BEGIN RECORDS FOR THE EXERCISE

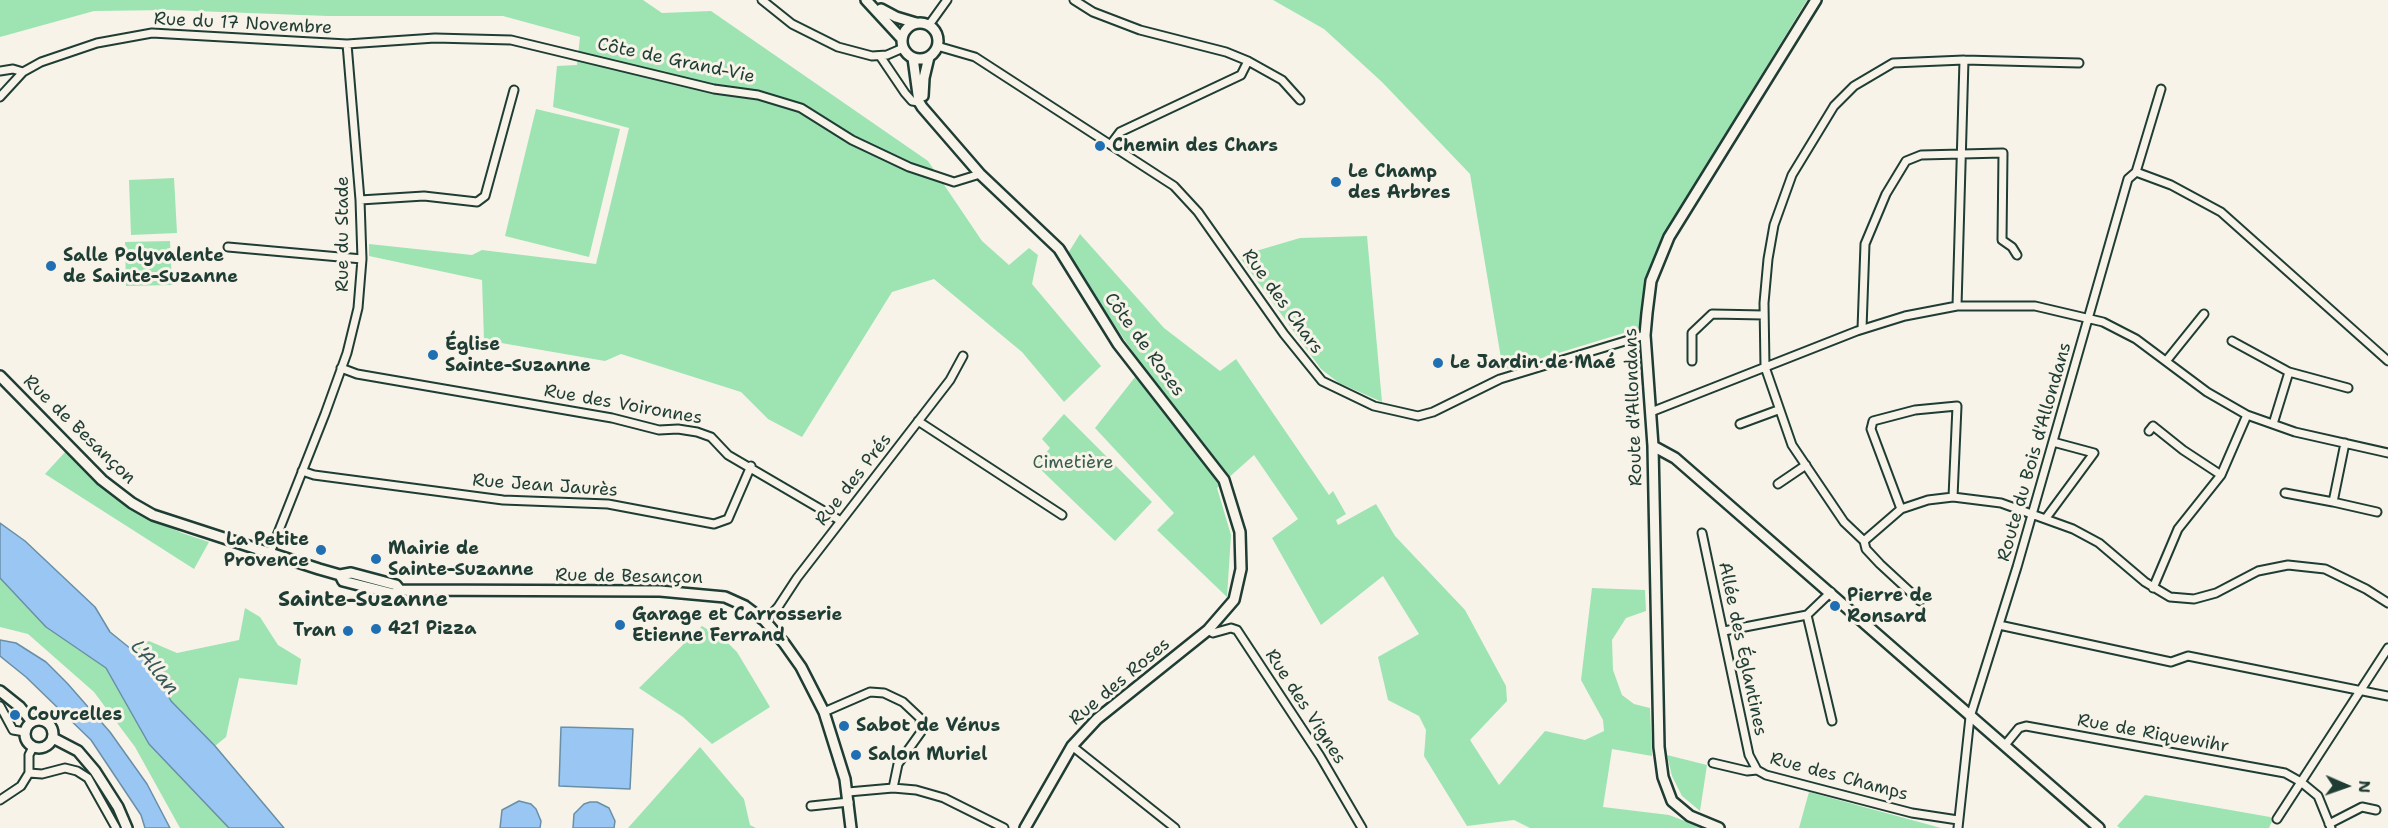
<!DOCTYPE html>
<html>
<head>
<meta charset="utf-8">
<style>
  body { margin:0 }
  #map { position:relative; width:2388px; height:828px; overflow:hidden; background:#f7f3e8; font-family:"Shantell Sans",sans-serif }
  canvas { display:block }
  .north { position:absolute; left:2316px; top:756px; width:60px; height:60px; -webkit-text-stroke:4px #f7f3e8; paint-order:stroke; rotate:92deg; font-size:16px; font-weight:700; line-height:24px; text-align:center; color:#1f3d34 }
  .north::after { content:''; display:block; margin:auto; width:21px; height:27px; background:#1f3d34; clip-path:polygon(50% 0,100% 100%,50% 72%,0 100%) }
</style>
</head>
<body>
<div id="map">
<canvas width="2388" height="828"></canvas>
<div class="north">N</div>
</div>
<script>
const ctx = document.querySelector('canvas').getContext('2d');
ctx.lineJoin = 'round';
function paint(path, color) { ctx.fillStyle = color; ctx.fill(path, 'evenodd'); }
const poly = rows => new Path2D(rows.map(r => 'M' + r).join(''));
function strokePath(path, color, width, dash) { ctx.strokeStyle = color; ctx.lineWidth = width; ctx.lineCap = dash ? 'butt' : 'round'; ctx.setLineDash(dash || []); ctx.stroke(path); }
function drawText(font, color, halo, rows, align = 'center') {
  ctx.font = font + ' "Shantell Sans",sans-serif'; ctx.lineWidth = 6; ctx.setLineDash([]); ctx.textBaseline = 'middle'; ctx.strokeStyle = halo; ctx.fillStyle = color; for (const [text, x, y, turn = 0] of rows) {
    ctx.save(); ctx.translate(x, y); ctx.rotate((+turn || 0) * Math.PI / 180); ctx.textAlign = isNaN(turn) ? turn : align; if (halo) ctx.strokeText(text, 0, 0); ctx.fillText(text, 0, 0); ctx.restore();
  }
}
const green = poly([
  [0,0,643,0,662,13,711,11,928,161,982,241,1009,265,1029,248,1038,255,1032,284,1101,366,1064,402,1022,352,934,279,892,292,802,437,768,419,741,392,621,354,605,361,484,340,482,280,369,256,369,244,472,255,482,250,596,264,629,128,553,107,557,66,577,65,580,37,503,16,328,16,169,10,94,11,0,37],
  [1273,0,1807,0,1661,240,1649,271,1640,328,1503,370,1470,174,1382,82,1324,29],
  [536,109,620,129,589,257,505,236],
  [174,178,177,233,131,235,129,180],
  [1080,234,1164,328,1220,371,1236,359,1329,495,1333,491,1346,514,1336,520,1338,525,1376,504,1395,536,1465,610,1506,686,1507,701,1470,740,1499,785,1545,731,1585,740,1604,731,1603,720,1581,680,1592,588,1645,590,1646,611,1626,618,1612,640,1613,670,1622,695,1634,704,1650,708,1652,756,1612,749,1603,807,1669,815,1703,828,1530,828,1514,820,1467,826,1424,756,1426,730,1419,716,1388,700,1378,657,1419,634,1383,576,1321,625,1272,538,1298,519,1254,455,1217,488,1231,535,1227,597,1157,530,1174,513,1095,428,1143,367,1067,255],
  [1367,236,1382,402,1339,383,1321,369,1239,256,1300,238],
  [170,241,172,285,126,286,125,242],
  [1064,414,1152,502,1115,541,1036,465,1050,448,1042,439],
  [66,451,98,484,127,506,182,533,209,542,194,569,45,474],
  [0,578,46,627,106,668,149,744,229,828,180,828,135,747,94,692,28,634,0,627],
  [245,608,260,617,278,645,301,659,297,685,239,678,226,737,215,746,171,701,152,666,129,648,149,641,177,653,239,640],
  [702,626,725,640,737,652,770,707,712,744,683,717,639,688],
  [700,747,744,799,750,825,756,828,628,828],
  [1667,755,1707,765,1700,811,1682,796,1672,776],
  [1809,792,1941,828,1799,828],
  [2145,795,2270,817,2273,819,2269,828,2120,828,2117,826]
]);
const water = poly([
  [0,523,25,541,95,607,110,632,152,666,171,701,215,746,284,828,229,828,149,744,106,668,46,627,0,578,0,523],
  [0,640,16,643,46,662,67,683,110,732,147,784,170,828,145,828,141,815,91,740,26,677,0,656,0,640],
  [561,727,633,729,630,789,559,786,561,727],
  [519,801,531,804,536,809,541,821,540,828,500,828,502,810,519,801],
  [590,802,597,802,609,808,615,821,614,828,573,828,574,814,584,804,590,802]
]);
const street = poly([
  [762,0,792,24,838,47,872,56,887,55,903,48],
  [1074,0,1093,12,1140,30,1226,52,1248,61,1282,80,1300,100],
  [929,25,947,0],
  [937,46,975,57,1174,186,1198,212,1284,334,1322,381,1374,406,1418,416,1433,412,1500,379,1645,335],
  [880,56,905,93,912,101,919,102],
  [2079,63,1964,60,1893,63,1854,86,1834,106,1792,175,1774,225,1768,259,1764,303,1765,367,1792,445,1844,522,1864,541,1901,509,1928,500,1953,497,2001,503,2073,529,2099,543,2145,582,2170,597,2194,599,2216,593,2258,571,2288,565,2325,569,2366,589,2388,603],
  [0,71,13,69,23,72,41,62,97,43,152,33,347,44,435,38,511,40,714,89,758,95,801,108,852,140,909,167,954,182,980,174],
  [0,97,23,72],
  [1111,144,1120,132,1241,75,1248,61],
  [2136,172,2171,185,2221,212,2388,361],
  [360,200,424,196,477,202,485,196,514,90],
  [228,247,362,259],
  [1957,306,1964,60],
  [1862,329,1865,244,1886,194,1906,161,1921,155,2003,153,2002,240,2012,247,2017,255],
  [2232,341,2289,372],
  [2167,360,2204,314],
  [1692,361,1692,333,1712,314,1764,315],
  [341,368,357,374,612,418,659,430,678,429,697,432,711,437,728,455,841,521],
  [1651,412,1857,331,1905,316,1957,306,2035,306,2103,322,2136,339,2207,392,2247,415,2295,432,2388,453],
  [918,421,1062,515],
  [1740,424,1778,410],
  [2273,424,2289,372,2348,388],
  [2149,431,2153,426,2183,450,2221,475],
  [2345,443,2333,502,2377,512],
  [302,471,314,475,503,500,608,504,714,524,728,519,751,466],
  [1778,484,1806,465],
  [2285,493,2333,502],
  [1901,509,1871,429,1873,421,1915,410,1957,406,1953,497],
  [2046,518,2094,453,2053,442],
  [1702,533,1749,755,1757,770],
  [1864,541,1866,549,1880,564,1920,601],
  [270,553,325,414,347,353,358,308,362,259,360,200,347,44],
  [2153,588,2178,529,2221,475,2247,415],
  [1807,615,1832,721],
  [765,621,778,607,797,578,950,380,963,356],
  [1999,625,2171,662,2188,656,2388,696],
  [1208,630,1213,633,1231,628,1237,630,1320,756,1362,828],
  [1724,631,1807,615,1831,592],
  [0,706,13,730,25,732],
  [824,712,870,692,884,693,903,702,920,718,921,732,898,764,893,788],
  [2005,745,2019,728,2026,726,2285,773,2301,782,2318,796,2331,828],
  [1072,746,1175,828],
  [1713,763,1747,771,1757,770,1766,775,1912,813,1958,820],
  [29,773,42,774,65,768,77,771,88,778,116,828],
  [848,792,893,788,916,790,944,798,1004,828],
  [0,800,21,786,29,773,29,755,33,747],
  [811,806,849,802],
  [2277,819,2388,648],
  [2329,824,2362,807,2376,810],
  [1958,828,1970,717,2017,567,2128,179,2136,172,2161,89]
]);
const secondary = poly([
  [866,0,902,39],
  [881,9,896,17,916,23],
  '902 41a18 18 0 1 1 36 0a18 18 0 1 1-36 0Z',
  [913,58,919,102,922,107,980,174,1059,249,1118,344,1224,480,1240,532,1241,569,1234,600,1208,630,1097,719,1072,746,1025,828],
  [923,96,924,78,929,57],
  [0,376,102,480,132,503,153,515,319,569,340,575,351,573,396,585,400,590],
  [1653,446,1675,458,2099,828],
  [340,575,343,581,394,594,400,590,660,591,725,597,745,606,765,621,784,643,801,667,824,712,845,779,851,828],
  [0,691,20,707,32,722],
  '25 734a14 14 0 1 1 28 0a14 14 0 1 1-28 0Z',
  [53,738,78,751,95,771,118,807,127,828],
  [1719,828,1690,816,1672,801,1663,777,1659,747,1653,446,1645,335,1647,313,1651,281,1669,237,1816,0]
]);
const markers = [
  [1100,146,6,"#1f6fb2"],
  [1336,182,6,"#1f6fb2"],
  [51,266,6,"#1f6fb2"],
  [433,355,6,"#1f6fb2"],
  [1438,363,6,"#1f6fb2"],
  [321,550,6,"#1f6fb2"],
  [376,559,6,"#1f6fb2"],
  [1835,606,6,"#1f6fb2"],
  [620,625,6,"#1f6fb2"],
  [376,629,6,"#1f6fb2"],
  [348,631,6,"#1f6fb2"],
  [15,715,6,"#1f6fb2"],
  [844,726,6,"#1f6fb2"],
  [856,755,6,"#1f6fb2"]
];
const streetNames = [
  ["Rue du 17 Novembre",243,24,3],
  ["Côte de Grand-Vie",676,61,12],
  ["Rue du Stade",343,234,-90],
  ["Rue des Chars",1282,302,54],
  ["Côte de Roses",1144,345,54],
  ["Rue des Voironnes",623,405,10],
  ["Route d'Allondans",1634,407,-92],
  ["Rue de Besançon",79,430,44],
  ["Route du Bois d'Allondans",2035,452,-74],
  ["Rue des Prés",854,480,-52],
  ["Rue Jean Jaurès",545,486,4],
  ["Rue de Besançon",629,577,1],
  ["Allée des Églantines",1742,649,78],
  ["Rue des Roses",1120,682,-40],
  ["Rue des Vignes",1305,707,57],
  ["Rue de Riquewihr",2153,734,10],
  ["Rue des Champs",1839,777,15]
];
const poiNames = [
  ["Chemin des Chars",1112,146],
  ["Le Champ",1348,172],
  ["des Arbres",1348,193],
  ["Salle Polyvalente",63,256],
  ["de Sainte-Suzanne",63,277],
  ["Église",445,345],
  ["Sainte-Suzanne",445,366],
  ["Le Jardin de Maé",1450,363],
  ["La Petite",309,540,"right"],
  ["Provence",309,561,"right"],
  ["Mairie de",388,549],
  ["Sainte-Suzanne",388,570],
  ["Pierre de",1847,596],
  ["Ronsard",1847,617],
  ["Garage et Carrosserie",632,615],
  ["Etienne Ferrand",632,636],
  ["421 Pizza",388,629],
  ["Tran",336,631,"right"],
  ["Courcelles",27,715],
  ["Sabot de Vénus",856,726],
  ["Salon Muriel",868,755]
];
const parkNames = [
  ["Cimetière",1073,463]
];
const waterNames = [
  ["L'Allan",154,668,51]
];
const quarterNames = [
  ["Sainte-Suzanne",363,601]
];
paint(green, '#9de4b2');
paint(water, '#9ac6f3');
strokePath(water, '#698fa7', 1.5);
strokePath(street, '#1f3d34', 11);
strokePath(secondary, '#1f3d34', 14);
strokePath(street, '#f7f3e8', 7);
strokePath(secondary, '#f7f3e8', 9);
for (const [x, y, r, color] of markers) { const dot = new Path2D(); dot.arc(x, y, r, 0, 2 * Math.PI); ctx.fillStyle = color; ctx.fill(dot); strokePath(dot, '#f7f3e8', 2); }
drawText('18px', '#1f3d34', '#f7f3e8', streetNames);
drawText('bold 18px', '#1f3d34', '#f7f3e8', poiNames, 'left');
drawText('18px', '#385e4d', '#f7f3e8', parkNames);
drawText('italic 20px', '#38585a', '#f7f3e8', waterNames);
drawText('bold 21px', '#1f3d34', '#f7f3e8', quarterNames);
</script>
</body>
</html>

END RECORDS FOR THE EXERCISE

(YOUR OBJECTIVE):
Write out each line above containing "rows".

(RESPONSE BOX):
const poly = rows => new Path2D(rows.map(r => 'M' + r).join(''));
function drawText(font, color, halo, rows, align = 'center') {
  ctx.font = font + ' "Shantell Sans",sans-serif'; ctx.lineWidth = 6; ctx.setLineDash([]); ctx.textBaseline = 'middle'; ctx.strokeStyle = halo; ctx.fillStyle = color; for (const [text, x, y, turn = 0] of rows) {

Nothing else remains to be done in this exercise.